BEGIN Input data

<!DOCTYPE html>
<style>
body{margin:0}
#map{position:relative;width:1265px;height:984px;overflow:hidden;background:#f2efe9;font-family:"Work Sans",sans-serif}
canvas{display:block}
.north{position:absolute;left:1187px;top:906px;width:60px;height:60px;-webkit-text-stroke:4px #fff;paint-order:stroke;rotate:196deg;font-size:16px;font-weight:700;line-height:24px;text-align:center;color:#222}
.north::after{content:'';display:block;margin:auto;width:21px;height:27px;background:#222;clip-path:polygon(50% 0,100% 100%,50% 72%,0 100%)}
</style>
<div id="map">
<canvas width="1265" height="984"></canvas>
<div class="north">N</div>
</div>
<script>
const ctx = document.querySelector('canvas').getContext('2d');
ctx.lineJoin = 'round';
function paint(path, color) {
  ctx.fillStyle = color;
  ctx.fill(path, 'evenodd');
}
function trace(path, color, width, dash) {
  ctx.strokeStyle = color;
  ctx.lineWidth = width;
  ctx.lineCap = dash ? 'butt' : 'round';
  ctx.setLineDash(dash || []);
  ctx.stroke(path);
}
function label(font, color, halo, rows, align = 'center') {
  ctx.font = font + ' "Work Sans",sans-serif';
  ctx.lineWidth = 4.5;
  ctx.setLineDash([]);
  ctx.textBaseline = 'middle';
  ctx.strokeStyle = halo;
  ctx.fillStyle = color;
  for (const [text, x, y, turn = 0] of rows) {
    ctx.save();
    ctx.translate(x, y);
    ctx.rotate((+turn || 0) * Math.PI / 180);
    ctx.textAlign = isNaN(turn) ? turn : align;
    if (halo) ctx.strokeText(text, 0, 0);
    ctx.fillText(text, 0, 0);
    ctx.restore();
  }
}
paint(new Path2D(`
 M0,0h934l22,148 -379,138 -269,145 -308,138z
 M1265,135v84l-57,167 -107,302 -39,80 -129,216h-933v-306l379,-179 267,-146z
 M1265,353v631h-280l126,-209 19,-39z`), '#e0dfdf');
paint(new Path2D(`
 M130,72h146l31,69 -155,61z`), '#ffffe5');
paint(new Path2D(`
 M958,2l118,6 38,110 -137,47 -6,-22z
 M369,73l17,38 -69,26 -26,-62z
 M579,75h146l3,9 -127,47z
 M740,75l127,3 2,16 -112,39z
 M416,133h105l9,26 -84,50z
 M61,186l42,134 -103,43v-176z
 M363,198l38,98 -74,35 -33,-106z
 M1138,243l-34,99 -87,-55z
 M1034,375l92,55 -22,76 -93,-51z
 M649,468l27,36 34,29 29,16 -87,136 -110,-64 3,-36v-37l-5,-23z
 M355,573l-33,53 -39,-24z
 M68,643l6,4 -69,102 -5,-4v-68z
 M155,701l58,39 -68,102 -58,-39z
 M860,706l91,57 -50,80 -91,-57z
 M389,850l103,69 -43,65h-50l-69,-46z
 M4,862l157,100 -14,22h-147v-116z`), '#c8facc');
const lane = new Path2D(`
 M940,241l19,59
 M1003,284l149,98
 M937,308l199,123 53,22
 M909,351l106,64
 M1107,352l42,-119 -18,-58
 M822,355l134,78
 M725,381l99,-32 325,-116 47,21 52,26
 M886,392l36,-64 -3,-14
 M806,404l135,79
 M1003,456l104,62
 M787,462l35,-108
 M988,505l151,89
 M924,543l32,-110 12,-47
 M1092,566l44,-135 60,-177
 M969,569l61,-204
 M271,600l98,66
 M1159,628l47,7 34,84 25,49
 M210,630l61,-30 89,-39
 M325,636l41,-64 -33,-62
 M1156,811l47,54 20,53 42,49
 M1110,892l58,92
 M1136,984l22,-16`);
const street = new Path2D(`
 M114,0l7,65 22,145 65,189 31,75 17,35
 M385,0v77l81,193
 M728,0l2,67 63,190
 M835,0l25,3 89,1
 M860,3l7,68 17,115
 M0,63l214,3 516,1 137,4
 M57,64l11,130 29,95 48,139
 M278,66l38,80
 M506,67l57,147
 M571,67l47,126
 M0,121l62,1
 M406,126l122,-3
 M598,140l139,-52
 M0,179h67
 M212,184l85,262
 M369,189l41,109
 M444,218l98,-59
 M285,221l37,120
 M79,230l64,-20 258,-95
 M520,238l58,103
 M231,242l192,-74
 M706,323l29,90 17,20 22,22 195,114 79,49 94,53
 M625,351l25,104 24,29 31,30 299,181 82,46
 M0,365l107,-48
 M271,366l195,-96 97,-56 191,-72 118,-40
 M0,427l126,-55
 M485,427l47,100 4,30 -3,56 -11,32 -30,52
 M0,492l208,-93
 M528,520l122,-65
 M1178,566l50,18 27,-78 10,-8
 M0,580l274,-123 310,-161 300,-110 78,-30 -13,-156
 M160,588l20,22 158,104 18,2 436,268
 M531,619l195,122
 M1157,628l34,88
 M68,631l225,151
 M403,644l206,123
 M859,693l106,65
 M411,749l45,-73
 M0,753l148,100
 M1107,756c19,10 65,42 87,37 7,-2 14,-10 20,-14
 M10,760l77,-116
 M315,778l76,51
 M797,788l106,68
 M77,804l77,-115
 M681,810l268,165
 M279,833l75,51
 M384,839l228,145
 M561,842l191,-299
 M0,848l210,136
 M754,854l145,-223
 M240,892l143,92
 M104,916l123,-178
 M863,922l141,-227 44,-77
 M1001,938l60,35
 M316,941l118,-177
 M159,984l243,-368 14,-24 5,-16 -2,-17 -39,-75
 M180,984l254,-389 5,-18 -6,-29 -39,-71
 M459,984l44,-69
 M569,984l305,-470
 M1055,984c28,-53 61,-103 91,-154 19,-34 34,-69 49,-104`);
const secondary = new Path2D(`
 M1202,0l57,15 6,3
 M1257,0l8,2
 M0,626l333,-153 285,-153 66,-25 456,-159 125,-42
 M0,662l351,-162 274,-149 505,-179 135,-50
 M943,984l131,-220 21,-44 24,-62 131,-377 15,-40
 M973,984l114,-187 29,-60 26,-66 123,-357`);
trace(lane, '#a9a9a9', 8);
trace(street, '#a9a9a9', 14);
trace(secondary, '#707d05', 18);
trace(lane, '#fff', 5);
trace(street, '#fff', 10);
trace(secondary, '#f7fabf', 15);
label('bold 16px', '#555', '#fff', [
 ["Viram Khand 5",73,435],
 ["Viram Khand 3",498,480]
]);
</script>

END Input data

The problem: Your task is to restate, word for word, the lines from the beginning of the records to the line with "ctx.strokeStyle = color;", inclusive.

The answer:
<!DOCTYPE html>
<style>
body{margin:0}
#map{position:relative;width:1265px;height:984px;overflow:hidden;background:#f2efe9;font-family:"Work Sans",sans-serif}
canvas{display:block}
.north{position:absolute;left:1187px;top:906px;width:60px;height:60px;-webkit-text-stroke:4px #fff;paint-order:stroke;rotate:196deg;font-size:16px;font-weight:700;line-height:24px;text-align:center;color:#222}
.north::after{content:'';display:block;margin:auto;width:21px;height:27px;background:#222;clip-path:polygon(50% 0,100% 100%,50% 72%,0 100%)}
</style>
<div id="map">
<canvas width="1265" height="984"></canvas>
<div class="north">N</div>
</div>
<script>
const ctx = document.querySelector('canvas').getContext('2d');
ctx.lineJoin = 'round';
function paint(path, color) {
  ctx.fillStyle = color;
  ctx.fill(path, 'evenodd');
}
function trace(path, color, width, dash) {
  ctx.strokeStyle = color;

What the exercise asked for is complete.